= John Bailey (Victorian politician) =

Australian politician (1826–1871)

John Robinson Bailey (1826 – 6 May 1871) was an Australian politician from 1 October 1859 to 1 July 1861 and Postmaster-General under the Nicholson administration from October 1859 to October 1860.
Bailey was born in Leicester, England. He arrived in Australia in June, 1852 and set up a hosiery and outfitting warehouse in Eureka House, Malop Street, Geelong. He stated he had thirteen years experience in London and New York. He later traded as Bailey & Honey.

He purchased crown land in Germantown, Victoria Australia (now named Grovedale). He farmed this land for four or five years while at the same time took part in editorial work of the Geelong Observer. In 1858 he moved to Ballarat where he edited the Ballarat Star, which he retained until he went into parliament. He became MLA after winning the seat of Ballarat West on 1 October 1859 and finishing on 1 July 1861. His appointments were Postmaster-General 27 October 1859 to 29 October 1860, Vice-president Board Land & Works and commissioner Public Works from 3 September 1860 to 2 October 1860, and Commissioner of Trade and Customs from 19 October 1860 to 26 November 1860.
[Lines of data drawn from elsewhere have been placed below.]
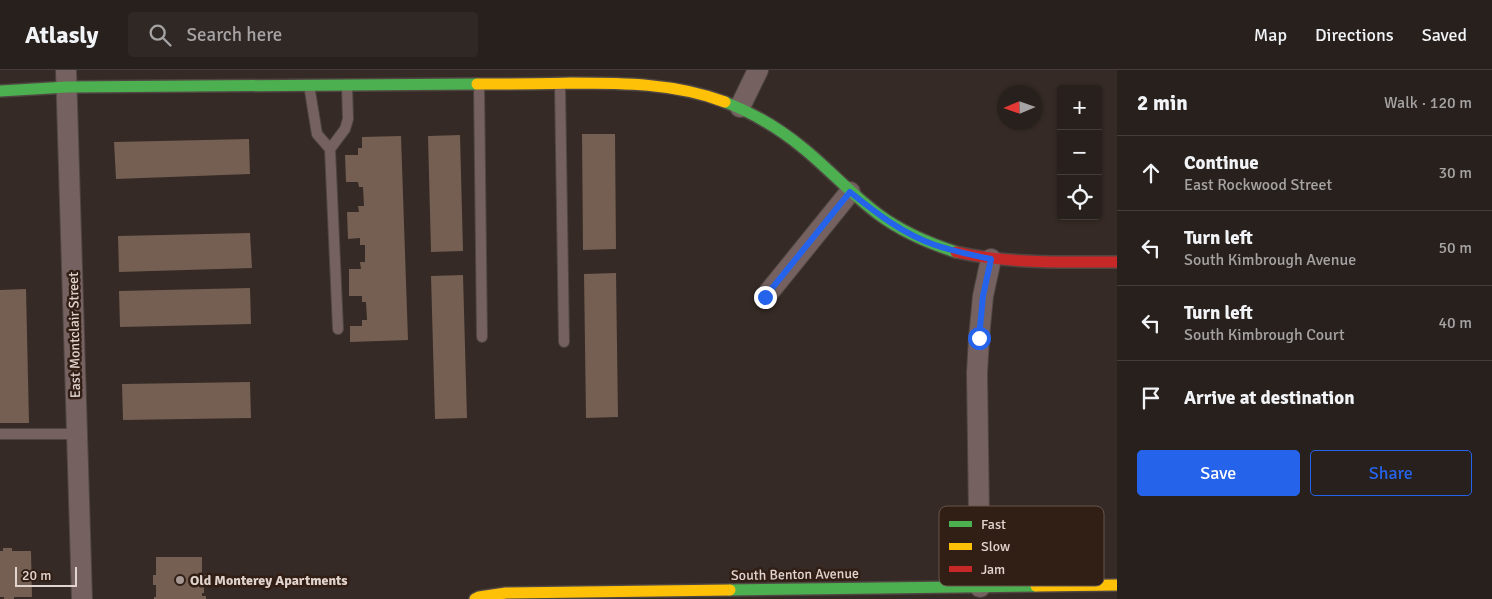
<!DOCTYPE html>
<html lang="en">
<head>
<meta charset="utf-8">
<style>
  body { margin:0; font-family:Signika,sans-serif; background:#302825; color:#f1f3f6 }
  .controls { position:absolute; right:15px; top:15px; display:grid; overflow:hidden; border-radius:5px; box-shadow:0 1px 4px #0004 }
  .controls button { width:45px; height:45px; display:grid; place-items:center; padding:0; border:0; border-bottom:1px solid #443e3b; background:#28201c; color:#f1f3f6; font:25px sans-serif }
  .compass { position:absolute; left:997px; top:15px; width:45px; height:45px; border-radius:50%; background:#28201c; box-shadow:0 1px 4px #0004; rotate:268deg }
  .scale { position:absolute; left:15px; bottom:12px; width:62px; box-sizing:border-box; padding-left:5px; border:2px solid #e1d4ce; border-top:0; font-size:14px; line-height:18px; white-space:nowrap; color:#e1d4ce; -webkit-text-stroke:4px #311e15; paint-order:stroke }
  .stop { position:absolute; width:15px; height:15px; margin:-11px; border:4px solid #2563eb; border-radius:50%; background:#fff }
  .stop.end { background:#2563eb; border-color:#fff; box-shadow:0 1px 5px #0008 }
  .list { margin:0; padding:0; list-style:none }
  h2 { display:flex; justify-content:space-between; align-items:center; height:65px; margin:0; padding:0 20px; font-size:21px }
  h2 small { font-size:16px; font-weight:400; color:#a5a3a3 }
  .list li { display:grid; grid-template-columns:32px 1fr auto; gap:15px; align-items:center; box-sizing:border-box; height:75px; padding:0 20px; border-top:1px solid #443e3b }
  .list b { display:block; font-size:19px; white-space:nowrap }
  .list p { margin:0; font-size:16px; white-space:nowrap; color:#a5a3a3 }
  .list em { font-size:16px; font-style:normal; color:#a5a3a3 }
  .actions { display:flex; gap:10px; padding:15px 20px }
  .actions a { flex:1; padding:11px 0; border:1px solid #2563eb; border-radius:5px; text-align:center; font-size:18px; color:#2563eb }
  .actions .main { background:#2563eb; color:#fff }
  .icon { flex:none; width:28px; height:28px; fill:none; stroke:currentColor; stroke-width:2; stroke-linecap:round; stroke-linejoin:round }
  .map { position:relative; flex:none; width:1117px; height:529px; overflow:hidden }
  header { display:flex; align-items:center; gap:30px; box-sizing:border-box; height:70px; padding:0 25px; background:#28201c; border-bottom:1px solid #443e3b }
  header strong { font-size:24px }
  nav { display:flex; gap:28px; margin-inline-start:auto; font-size:18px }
  .search { width:350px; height:45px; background:#302825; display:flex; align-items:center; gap:12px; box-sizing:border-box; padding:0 18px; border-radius:5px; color:#a5a3a3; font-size:19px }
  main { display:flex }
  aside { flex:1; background:#28201c }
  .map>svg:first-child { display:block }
  .building { fill:#745f52 }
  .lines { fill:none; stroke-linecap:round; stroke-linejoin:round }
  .lane-casing { stroke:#4f4642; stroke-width:12 }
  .street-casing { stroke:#4f4642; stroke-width:22 }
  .fast-casing { stroke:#4f4642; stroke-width:14 }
  .slow-casing { stroke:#4f4642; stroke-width:14 }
  .jam-casing { stroke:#4f4642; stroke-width:14 }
  .lane { stroke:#766161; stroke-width:10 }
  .street { stroke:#766161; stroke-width:20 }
  .fast { stroke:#4caf50; stroke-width:11 }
  .slow { stroke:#ffc107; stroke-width:11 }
  .jam { stroke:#c62828; stroke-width:11 }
  .route { stroke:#2563eb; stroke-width:6 }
  .poi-dot { fill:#a59893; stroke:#311e15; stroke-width:2 }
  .labels { text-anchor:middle; stroke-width:5; stroke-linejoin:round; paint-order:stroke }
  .street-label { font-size:14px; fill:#e1d4ce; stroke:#311e15 }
  .poi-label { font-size:14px; font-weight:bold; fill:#e1d4ce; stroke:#311e15; text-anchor:start }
  .key { fill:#311e15; stroke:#66554c; stroke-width:1 }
  .key-label { font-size:14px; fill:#e1d4ce }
</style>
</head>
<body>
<header>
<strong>Atlasly</strong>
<div class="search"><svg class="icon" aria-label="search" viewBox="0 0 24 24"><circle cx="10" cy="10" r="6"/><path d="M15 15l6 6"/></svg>Search here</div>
<nav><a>Map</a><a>Directions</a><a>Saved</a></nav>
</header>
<main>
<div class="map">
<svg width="1117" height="529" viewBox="0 0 1117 529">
  <rect width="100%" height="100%" fill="#352a25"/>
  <g class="building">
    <polygon points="582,64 615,64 616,179 583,180"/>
    <polygon points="460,65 463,181 431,182 428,66"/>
    <polygon points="401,66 408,270 350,272 350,256 362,256 362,250 367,250 366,232 362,232 362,226 349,226 349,199 361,199 360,192 365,192 365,175 360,175 360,168 348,169 347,142 359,142 358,136 364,136 363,117 359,117 358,112 346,112 345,85 358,85 358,78 362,78 362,67"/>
    <polygon points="249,69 250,104 116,109 114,72"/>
    <polygon points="250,163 252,198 119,202 118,166"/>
    <polygon points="616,203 618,347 586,348 584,204"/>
    <polygon points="463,205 467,348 435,349 431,206"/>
    <polygon points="250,218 251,254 120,257 119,221"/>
    <polygon points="26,219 29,353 0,353 0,220"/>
    <polygon points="250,312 251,348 123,350 122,314"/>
    <polygon points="3,478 12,478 12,481 31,481 32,527 14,527 14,529 4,529 4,527 0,527 0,481 3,481"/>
    <polygon points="156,487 202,487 202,505 206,505 206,514 202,514 202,517 204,516 204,523 202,523 202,526 206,526 206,529 154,529 154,527 156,527 156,515 153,515 153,505 156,505"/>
  </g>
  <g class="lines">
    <defs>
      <g id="lane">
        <polyline points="309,15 317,64 330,79 338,259"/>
        <polyline points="560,15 564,272"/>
        <polyline points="479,16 482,267"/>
        <polyline points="330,79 345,59 348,49 347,16"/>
        <polyline points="0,364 76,364"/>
      </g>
      <g id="street">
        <polyline points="66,0 82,529"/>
        <polyline points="740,37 758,0"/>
        <polyline points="765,227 850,122"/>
        <polyline points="980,517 977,303 979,268 983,226 991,189"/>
      </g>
      <g id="fast">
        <polyline points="0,21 67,17 477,14"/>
        <path d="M 725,32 C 753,43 780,59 803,78 C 829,99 851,124 878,144 C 902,162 928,173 956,182"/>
        <polyline points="730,520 1036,516"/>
      </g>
      <g id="slow">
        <path d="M 477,14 C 508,14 539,14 570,13 C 622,13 675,13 725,32"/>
        <polyline points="1036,516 1117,515"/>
        <polyline points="475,529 479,527 506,523 730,520"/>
      </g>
      <path id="jam" d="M 956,182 C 1010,194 1063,192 1117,192"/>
    </defs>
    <use href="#lane" class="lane-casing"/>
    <use href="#street" class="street-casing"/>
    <use href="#fast" class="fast-casing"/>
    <use href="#slow" class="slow-casing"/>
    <use href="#jam" class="jam-casing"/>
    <use href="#lane" class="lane"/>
    <use href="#street" class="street"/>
    <use href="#fast" class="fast"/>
    <use href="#slow" class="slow"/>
    <use href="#jam" class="jam"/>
  </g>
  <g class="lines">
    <path class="route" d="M 765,227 L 850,122 C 876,143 903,164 935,175 C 953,181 972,185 991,189 L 983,226 L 979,268"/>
  </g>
  <circle class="poi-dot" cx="180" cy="510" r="5"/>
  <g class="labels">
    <g class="street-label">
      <text transform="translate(74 265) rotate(-91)" y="5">East Montclair Street</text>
      <text transform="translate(795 504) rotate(-1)" y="5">South Benton Avenue</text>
    </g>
    <g class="poi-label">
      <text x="190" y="515">Old Monterey Apartments</text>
    </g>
  </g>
  <rect x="939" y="436" width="165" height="80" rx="8" class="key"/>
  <rect x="949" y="451" width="23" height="6" fill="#4caf50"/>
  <rect x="949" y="473" width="23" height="7" fill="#ffc107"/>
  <rect x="949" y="496" width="23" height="6" fill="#c62828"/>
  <g class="key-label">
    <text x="981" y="459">Fast</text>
    <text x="981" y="481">Slow</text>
    <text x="981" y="504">Jam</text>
  </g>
</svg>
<div class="controls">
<button>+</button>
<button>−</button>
<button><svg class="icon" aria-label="locate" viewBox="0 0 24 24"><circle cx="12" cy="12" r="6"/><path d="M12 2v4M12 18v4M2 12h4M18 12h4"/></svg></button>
</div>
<svg class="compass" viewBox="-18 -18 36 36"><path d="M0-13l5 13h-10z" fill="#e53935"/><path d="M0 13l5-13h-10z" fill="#a5a3a3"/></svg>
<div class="scale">20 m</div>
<div class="stop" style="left:979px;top:268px"></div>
<div class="stop end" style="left:765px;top:227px"></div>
</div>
<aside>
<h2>2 min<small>Walk · 120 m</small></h2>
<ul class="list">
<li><svg class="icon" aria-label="ahead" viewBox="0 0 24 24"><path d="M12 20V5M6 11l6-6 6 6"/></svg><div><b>Continue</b><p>East Rockwood Street</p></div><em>30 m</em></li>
<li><svg class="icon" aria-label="left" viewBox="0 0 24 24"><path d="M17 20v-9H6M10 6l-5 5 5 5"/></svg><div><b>Turn left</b><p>South Kimbrough Avenue</p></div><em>50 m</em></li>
<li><svg class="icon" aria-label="left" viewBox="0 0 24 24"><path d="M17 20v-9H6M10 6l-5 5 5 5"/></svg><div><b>Turn left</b><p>South Kimbrough Court</p></div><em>40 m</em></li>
<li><svg class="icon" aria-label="arrive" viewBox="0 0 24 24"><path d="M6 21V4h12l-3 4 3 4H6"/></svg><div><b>Arrive at destination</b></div></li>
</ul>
<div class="actions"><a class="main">Save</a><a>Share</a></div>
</aside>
</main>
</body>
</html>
His parliamentary career ended in 1861 and shortly after he entered the firm of Patterson, Ray, Palmer & Co. where he remained until his death. About two years before his death he was appointed a justice of peace for the Melbourne district.

He married Susannah Tylar Nicholson on 29 January 1853 at Christ Church, Geelong, Victoria. She died on 13 August 1859 at Sturt Street, Ballarat, Victoria at the age of 16 after a long and painful illness.
He married Mary Ringrose Atkins at Christ Church, South Yarra, Victoria on 24 July 1869.

A street in Grovedale is named after him. He died on 6 May 1871, aged 45 years, after a long and painful illness at his residence "Vaucluse" in Richmond, Victoria. He was buried at Kew Cemetery. He left a wife and six children.